Il comune denominatore dei commenti apparsi in queste ore infatti, al di là del ridicolo campanilismo di stampo politico di alcune persone che neanche sanno dove si trova la Reggia, sono i numerosi attestati di stima nei confronti dell’attuale Ministro dei Beni Culturali, Massimo Bray, al quale va sicuramente il plauso per il fondamentale interessamento nei confronti di una vicenda che si trascinava ormai da troppi anni e che in qualche modo aveva bisogno di uno sbocco importante, ma che non può rappresentare in nessun modo un punto di arrivo bensì, per quanto possa sembrare scontato, deve essere un categorico punto di partenza.

Per anni infatti, si sono susseguite dichiarazioni in pompa magna di fantomatiche fondazioni, l’ultima delle quali comparsa forse solo sui giornali formata addirittura da 11 ordini professionali attivi nella provincia di Caserta, prontissime a intervenire nel recupero del sito con progetti di ogni genere, salvo poi sparire con la coda tra le gambe più o meno coscienti di non avere tra le mani uno straccio di progettualità e soprattutto nemmeno un euro da investire.
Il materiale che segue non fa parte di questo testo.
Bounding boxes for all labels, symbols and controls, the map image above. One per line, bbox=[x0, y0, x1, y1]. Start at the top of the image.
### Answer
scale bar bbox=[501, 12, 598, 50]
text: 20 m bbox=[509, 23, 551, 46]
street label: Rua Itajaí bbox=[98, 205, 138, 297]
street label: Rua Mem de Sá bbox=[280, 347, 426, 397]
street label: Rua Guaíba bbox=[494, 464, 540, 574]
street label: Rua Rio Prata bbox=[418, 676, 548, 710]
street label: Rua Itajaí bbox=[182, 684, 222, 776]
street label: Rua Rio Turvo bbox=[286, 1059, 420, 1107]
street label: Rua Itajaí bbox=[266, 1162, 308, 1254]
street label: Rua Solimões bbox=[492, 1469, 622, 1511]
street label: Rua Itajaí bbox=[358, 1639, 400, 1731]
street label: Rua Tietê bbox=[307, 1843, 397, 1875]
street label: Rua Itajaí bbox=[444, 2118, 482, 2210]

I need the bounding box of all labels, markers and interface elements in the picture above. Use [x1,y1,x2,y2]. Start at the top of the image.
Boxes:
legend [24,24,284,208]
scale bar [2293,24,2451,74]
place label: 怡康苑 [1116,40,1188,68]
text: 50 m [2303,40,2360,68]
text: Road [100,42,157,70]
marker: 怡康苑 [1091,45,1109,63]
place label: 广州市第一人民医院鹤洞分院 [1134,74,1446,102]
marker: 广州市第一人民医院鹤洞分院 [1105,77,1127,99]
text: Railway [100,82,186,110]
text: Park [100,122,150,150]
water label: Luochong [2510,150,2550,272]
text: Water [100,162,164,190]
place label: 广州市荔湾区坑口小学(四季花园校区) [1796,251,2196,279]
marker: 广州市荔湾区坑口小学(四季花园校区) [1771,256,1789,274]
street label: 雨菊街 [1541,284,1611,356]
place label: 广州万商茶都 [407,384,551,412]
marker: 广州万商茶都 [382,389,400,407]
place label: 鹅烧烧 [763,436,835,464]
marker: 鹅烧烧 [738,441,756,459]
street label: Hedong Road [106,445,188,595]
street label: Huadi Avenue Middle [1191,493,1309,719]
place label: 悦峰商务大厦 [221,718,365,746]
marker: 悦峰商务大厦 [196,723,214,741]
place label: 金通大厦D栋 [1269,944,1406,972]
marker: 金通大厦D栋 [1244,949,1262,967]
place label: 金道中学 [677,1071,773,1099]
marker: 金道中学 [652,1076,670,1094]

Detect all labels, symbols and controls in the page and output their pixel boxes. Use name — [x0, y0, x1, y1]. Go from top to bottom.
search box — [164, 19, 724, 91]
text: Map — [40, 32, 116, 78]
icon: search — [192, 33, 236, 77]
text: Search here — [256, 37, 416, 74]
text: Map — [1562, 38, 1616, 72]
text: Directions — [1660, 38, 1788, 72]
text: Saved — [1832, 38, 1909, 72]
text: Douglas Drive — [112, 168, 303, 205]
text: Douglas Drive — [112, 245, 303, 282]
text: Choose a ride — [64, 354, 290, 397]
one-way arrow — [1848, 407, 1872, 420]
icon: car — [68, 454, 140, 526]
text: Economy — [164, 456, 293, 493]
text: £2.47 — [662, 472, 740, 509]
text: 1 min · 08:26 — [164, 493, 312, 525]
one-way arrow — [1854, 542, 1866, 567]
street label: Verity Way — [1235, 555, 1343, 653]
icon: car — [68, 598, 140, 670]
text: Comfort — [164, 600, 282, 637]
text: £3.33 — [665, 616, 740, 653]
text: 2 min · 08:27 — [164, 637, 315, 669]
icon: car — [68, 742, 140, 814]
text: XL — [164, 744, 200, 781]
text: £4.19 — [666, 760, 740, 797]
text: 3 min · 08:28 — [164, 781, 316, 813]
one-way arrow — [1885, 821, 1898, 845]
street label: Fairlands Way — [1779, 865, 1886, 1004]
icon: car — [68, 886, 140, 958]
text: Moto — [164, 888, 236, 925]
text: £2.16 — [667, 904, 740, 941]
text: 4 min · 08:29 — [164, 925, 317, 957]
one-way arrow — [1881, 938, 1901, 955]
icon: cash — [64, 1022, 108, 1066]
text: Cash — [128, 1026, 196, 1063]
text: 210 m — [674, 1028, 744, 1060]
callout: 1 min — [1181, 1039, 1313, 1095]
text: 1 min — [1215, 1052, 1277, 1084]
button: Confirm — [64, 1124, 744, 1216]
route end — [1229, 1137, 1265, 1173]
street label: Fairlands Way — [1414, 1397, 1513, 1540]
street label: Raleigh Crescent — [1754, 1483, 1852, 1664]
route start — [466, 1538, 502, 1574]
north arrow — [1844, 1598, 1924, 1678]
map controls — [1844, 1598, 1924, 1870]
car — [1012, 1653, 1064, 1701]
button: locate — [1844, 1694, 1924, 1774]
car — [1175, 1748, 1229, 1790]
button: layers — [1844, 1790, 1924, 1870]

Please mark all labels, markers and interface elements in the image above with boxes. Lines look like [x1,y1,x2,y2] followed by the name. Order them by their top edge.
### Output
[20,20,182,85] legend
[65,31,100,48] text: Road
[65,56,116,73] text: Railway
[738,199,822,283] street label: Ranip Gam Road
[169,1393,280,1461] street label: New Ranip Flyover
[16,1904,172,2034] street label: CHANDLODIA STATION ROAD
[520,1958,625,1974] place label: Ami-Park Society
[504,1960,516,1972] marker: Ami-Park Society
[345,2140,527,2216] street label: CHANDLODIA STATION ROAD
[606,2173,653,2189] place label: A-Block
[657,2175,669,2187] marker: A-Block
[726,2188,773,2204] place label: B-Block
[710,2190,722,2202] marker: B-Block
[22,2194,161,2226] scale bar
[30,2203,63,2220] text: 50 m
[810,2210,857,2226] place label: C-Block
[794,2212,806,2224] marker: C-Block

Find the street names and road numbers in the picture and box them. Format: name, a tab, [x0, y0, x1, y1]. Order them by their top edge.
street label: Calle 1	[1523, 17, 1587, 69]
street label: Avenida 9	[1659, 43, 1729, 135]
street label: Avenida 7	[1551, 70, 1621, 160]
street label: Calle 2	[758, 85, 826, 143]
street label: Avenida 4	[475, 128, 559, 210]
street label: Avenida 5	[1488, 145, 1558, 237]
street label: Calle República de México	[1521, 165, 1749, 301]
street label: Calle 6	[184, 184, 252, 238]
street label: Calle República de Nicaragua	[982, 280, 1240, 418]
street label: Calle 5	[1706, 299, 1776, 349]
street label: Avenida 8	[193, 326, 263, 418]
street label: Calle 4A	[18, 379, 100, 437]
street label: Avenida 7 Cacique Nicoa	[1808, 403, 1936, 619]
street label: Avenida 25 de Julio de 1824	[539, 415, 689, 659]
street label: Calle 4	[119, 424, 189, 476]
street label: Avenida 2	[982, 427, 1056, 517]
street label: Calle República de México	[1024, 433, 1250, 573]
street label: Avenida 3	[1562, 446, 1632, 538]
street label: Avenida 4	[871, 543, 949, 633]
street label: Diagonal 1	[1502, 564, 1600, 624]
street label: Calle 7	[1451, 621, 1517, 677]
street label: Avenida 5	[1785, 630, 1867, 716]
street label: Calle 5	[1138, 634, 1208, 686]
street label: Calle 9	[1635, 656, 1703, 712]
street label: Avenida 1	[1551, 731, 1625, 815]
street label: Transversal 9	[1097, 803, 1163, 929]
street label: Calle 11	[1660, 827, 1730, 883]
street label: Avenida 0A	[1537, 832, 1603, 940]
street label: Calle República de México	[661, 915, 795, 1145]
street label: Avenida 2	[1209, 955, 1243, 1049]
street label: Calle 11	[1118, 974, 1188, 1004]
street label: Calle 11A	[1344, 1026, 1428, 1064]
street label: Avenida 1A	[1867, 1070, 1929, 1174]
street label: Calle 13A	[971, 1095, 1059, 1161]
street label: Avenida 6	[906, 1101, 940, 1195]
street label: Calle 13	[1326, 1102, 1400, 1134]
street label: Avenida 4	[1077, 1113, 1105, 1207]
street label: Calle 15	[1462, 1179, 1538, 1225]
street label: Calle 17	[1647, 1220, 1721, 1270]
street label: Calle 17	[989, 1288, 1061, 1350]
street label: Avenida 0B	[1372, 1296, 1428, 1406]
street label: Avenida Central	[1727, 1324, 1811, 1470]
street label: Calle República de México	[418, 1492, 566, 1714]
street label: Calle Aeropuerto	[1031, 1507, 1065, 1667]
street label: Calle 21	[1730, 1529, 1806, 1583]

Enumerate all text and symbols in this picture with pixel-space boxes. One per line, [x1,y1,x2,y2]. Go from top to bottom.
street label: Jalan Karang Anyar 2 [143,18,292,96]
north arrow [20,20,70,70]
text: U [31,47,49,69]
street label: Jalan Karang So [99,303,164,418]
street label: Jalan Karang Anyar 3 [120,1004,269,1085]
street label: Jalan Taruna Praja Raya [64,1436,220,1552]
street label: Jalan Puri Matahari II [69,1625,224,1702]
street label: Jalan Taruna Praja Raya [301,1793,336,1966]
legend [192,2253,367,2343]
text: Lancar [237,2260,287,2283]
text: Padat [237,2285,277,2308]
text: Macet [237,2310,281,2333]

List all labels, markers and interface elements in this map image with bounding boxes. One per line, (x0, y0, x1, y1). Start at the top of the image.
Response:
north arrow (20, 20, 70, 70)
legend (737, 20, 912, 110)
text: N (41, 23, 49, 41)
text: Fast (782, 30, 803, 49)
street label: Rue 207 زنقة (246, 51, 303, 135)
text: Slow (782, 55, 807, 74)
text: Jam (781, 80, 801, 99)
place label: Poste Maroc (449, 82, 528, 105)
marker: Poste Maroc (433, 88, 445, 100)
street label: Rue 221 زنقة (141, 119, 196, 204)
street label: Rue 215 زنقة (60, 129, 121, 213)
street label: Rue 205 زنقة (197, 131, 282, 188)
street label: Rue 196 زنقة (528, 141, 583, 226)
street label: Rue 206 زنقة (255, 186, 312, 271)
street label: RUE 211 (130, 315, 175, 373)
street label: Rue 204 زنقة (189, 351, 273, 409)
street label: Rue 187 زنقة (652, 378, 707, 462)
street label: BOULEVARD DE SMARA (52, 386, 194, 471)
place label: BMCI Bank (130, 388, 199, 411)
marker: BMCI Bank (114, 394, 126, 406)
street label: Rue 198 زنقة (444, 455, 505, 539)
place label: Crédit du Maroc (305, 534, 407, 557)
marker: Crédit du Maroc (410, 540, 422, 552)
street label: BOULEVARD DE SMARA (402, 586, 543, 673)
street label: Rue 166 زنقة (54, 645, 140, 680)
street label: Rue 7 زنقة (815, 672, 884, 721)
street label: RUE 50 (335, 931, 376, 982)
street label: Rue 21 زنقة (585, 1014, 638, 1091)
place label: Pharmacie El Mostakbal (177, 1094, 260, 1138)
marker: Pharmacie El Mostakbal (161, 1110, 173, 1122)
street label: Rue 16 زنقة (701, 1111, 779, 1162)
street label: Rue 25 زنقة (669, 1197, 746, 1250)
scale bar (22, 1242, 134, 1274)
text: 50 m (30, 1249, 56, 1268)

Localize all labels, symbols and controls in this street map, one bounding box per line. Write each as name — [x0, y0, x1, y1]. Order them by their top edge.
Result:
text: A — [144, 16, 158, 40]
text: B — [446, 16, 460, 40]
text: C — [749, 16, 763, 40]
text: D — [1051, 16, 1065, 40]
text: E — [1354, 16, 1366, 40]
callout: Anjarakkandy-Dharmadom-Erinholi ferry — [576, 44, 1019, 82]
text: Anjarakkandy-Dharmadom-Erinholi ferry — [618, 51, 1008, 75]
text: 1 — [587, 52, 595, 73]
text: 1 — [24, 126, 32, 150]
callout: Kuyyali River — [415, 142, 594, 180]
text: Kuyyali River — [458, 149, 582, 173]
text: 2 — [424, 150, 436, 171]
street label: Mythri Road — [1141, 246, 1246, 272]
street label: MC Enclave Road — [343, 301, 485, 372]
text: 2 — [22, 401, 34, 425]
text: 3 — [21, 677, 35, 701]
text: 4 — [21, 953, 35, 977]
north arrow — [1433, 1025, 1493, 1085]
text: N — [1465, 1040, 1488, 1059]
Gli stessi anni in cui, le associazioni facenti parti Agenda 21, Siti Reali, e numerose altre realtà territoriali, ma soprattutto l’immensa opera del compianto Tommaso Cestrone, il volontario della protezione civile morto nella scorsa notte di Natale, ribattezzato “Angelo di Carditello” per la tenacia con cui negli ultimi due anni si era speso anima e corpo nella difesa di Carditello, contro delle condizioni di degrado tutt’altro che favorevoli in cui operare,  sono riusciti a  mantenere viva l’attenzione sul complesso borbonico con regolari campagne di apertura straordinaria al pubblico durante le quali, attraverso visite guidate, eventi tematici e un sano impegno professionale, si è cercato far conoscere e amare uno dei maggiori gioielli del grande patrimonio storico-artistico di Terra di Lavoro.

Oggi quindi, dopo un degrado alimentato da decenni di incuria, vandalismo e la macabra complicità del disinteresse da parte di gran parte delle istituzioni sia locali e che centrali che ne hanno completamente sfigurato il remoto splendore, l’acquisto da parte dello Stato del cosiddetto Real Sito di Carditello sembra offrire a questo territorio che ne reclama gli antichi fasti, non la speranza con cui troppo a lungo si dovuto convivere di rivederne risollevate le sorti, ma la certezza che una nuova vita per la Reggia e per il territorio che la circonda, da intraprendere attraverso rapide azioni conseguenziali, è possibile. Sarebbe un segnale, quello, veramente importante di come la politica intende ritornare concretamente sul territorio.